One of the basic characteristics of the pricing kernel is its slope, and standard risk-aversion measures are usually functions the pricing kernel slope. For example, the Arrow-Pratt (1964, 1965) measure of absolute risk aversion is the negative of the ratio of the derivative of the pricing kernel to the pricing kernel. The Arrow-Pratt measure of relative risk aversion is absolute risk aversion multiplied by current consumption:
[])(/)(11'1+++−=t t t t t t C M C M C γ. (2)

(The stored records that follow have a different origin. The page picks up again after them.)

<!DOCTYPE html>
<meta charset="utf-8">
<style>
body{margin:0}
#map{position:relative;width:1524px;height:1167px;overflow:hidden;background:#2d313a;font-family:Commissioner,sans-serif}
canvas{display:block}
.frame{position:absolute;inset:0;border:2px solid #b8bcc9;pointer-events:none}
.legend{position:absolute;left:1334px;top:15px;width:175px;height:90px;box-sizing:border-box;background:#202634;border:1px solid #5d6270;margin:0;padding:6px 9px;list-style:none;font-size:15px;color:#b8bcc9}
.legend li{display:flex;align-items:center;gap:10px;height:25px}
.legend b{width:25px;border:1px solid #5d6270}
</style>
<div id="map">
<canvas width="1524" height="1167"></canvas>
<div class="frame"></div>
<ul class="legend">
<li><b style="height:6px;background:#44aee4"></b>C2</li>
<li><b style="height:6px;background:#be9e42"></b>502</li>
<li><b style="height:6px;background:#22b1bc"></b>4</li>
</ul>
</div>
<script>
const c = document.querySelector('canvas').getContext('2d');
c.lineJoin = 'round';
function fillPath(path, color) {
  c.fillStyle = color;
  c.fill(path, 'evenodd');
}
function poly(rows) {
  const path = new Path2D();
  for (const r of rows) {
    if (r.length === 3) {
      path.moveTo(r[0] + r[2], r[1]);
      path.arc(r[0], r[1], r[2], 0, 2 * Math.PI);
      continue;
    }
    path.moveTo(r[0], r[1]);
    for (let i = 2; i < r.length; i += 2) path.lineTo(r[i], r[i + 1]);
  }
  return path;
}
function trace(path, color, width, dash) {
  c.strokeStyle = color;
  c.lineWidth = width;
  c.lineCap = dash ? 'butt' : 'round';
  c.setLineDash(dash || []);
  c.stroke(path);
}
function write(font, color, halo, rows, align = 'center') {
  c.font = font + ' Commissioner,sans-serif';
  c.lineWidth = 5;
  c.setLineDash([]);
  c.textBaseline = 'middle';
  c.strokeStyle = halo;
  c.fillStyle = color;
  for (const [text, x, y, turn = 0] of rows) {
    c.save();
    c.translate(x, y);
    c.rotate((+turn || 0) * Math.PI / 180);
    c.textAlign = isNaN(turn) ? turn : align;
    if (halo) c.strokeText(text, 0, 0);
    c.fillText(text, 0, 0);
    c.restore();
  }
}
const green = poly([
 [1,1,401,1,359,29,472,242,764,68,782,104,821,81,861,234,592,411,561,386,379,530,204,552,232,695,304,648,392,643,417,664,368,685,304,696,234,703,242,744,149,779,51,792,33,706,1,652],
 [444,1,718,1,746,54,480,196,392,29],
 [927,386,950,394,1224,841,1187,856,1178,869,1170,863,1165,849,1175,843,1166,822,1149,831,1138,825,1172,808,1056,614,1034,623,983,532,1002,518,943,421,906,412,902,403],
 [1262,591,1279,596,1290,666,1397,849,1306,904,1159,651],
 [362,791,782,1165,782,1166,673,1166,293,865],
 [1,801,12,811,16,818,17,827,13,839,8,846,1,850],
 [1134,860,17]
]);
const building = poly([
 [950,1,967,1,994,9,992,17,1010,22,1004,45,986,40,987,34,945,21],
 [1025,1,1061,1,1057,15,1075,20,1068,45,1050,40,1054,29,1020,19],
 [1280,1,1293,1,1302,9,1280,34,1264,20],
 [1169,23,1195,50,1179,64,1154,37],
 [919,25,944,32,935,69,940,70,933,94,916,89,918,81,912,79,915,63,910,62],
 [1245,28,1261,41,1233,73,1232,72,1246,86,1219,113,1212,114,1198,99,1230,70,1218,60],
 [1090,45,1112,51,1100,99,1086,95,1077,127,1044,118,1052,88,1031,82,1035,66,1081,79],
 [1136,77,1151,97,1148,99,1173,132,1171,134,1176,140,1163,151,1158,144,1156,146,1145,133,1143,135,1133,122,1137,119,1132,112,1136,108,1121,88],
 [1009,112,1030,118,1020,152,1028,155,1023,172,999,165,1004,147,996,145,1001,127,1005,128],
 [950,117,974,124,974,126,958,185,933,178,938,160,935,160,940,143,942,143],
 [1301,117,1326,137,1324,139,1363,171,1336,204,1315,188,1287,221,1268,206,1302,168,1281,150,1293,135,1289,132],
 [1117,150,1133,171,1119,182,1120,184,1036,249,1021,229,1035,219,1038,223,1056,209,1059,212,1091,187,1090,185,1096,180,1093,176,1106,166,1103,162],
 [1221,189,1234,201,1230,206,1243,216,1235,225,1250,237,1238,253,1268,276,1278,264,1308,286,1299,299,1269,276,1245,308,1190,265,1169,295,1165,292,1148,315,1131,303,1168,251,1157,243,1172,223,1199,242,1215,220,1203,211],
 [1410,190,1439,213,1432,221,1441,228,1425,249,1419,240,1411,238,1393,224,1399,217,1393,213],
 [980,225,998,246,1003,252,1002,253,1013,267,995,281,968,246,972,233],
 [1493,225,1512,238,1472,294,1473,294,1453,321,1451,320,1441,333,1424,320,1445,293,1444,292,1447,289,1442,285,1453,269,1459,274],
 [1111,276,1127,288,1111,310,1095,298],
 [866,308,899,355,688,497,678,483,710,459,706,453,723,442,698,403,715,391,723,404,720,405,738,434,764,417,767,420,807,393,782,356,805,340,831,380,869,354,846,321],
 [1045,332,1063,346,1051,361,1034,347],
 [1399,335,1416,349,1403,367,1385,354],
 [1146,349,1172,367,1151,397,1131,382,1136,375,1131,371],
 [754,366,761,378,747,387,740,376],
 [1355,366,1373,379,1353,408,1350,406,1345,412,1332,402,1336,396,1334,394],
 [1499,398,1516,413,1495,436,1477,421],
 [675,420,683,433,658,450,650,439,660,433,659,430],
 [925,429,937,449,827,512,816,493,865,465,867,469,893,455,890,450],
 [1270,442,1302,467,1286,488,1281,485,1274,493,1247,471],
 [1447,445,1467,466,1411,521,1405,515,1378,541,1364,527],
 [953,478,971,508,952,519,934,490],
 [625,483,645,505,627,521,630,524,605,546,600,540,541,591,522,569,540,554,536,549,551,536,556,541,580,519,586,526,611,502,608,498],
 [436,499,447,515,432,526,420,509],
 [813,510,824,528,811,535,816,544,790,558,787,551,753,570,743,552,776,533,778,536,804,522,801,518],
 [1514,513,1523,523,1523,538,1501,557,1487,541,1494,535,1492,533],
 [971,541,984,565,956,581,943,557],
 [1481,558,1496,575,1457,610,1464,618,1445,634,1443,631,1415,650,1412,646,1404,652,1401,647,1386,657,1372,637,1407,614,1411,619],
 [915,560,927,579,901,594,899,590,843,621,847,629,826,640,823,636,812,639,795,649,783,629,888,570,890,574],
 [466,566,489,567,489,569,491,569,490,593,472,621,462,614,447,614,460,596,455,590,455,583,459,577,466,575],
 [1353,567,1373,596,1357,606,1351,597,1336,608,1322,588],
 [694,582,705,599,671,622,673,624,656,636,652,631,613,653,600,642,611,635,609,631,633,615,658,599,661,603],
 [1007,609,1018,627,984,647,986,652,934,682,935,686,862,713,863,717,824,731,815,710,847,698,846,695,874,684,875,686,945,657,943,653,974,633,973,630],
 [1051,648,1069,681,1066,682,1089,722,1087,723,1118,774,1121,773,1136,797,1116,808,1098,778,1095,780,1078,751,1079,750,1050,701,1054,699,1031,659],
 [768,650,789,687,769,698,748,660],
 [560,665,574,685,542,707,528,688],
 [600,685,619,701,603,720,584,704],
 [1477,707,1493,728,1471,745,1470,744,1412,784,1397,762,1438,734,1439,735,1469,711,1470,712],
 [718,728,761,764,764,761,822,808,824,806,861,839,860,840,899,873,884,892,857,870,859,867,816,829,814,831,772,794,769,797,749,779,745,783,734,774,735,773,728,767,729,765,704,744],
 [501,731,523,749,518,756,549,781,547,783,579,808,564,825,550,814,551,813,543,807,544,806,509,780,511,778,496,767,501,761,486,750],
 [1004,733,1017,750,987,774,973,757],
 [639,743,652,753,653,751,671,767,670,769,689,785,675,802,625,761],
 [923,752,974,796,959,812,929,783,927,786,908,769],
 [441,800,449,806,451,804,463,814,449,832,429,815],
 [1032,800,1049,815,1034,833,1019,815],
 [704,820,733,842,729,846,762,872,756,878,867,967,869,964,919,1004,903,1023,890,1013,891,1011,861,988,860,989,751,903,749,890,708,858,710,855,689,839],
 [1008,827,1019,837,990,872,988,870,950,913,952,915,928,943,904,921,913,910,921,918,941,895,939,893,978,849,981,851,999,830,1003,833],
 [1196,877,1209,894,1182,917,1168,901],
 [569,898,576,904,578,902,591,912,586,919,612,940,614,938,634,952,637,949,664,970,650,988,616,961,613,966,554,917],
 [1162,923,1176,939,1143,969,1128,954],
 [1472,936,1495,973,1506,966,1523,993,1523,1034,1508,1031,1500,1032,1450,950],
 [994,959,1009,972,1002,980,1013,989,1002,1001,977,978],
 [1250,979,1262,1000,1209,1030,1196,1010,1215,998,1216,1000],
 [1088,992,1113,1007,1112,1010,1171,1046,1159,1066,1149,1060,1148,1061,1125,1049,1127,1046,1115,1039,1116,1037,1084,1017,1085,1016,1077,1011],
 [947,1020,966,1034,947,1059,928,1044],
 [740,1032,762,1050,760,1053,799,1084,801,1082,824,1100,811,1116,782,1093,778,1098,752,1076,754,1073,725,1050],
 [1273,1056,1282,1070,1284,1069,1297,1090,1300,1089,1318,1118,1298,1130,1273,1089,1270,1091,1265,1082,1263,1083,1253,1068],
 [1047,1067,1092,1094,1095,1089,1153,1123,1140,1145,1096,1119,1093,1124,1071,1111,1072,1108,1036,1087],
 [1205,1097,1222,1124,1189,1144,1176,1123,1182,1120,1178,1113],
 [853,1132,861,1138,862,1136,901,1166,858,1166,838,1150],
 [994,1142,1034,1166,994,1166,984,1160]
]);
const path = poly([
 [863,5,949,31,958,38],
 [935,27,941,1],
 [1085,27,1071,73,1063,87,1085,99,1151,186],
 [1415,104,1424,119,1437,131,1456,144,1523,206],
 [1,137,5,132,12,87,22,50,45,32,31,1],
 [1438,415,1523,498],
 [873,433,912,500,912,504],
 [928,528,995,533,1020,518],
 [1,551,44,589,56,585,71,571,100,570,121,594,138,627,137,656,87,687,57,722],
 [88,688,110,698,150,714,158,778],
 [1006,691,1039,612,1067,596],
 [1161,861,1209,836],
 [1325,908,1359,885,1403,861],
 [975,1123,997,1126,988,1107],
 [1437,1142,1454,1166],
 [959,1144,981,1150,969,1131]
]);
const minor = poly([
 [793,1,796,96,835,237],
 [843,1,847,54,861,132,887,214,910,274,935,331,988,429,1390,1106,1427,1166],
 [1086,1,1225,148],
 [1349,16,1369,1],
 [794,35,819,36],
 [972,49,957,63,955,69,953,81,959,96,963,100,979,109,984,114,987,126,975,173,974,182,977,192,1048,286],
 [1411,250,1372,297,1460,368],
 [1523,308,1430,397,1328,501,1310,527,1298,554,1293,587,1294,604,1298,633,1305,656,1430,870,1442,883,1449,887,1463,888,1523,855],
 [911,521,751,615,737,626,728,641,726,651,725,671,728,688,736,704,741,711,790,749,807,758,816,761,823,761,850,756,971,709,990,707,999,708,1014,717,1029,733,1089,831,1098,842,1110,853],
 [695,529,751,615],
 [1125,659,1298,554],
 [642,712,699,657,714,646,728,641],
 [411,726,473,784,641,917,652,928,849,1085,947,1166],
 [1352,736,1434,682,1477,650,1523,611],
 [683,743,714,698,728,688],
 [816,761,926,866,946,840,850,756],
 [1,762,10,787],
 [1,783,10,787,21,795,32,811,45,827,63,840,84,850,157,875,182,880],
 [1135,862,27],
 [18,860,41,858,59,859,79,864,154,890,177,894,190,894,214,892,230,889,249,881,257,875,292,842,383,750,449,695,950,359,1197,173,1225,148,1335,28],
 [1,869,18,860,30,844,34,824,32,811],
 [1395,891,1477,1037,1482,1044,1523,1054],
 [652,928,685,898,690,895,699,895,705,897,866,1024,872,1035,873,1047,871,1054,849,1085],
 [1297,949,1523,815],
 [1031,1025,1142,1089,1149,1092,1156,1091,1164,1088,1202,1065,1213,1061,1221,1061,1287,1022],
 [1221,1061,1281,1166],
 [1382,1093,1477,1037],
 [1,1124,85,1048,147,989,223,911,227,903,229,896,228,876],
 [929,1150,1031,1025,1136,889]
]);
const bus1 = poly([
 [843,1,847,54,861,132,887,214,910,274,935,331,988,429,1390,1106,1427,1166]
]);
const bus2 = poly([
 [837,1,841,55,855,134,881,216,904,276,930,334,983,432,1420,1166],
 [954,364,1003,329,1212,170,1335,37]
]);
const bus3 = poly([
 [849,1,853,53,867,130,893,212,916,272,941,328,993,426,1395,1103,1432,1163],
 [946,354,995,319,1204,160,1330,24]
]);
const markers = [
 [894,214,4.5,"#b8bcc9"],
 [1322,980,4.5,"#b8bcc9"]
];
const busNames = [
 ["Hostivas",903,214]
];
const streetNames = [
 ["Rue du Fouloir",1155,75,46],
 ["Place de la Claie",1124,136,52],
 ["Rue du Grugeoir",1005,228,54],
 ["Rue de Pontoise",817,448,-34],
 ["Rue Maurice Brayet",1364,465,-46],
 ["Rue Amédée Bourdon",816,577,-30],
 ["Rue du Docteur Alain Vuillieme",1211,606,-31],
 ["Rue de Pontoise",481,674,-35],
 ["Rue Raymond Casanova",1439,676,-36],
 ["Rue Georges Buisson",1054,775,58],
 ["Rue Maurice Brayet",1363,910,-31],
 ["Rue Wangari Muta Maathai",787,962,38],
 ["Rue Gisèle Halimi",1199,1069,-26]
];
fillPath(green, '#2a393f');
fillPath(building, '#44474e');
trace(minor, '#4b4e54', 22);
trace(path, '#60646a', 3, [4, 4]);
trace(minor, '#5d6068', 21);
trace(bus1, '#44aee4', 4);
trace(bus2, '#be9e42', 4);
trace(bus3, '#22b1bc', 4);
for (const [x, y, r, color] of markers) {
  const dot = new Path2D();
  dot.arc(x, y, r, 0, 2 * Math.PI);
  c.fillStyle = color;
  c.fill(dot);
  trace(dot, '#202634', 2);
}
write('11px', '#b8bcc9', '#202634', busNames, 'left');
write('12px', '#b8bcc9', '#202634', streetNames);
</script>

longlongagoGenerally, the pricing kernel will depend not only on current and future consumption, but also on all
joker延时喷剂variables that affect marginal utility. In the habit persistence models of Abel (1990), Constantinides (1990), or Campbell and Cochrane (1999), the pricing kernel depends on both past and current consumption.
Eichenbaum, Hann, and Singleton (1988) let the pricing kernel depend on leisure, while Startz (1989) us durable goods purchas. Bansal and Viswanathan (1993) specify the pricing kernel as a function of the equity market return, the Treasury bill yield, and the term spread.
布拉德皮特 僵尸When the pricing kernel is a function of multiple state variables, the level of risk aversion can also
fluctuate as the variables change. Campbell (1996) shows that a habit persistence utility function exhibits time-varying relative risk aversion, where relative risk aversion is decreasing in the amount that consumption exceeds the habit (the surplus consumption ratio). In Campbell’s (1996) model, we obrve decreas in relative risk aversion during economic expansions when consumption is high relative to the habit.
Furthermore, we obrve increas in relative risk aversion during economic contractions when consumption falls clor to the habit. In contrast, the power utility function exhibits relative risk aversion that is time-invariant.特点英语
To investigate the characteristics of investor preferences, many rearchers have ud Eq. (1) as an identifying equation for the pricing kernel. For example, Hann and Singleton (1982) identify the pricing kernel with an unconditional version of this equation:
[]1)/(01−=+t t t M P P E . (3)
Hann and Singleton (1982), using an approach followed in many subquent papers, specify the aggregate consumption growth rate as a pricing kernel state variable. They measure consumption using data from the National Income and Products Accounts (NIPA).
the hor whispererHowever, measurement error in the NIPA
consumption data can po a significant problem.